What follows is data; output all of it exactly as given.

---+---

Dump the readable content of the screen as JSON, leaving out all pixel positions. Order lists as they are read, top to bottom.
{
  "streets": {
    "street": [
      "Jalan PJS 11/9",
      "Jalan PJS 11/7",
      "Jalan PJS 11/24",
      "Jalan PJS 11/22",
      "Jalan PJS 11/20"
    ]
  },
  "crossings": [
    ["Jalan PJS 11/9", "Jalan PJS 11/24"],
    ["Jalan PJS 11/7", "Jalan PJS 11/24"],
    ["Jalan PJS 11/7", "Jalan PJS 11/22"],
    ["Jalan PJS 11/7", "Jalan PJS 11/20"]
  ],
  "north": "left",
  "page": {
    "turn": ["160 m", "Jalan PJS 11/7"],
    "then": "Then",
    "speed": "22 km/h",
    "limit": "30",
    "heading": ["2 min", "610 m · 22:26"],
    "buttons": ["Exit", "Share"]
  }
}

---+---

> TASK ANSWER
Dump the readable content of the screen as JSON, leaving out all pixel positions. Order lists as they are read, top to bottom.
{
  "streets": {
    "street": [
      "Jalan PJS 11/9",
      "Jalan PJS 11/7",
      "Jalan PJS 11/24",
      "Jalan PJS 11/22",
      "Jalan PJS 11/20"
    ]
  },
  "crossings": [
    ["Jalan PJS 11/9", "Jalan PJS 11/24"],
    ["Jalan PJS 11/7", "Jalan PJS 11/24"],
    ["Jalan PJS 11/7", "Jalan PJS 11/22"],
    ["Jalan PJS 11/7", "Jalan PJS 11/20"]
  ],
  "north": "left",
  "page": {
    "turn": ["160 m", "Jalan PJS 11/7"],
    "then": "Then",
    "speed": "22 km/h",
    "limit": "30",
    "heading": ["2 min", "610 m · 22:26"],
    "buttons": ["Exit", "Share"]
  }
}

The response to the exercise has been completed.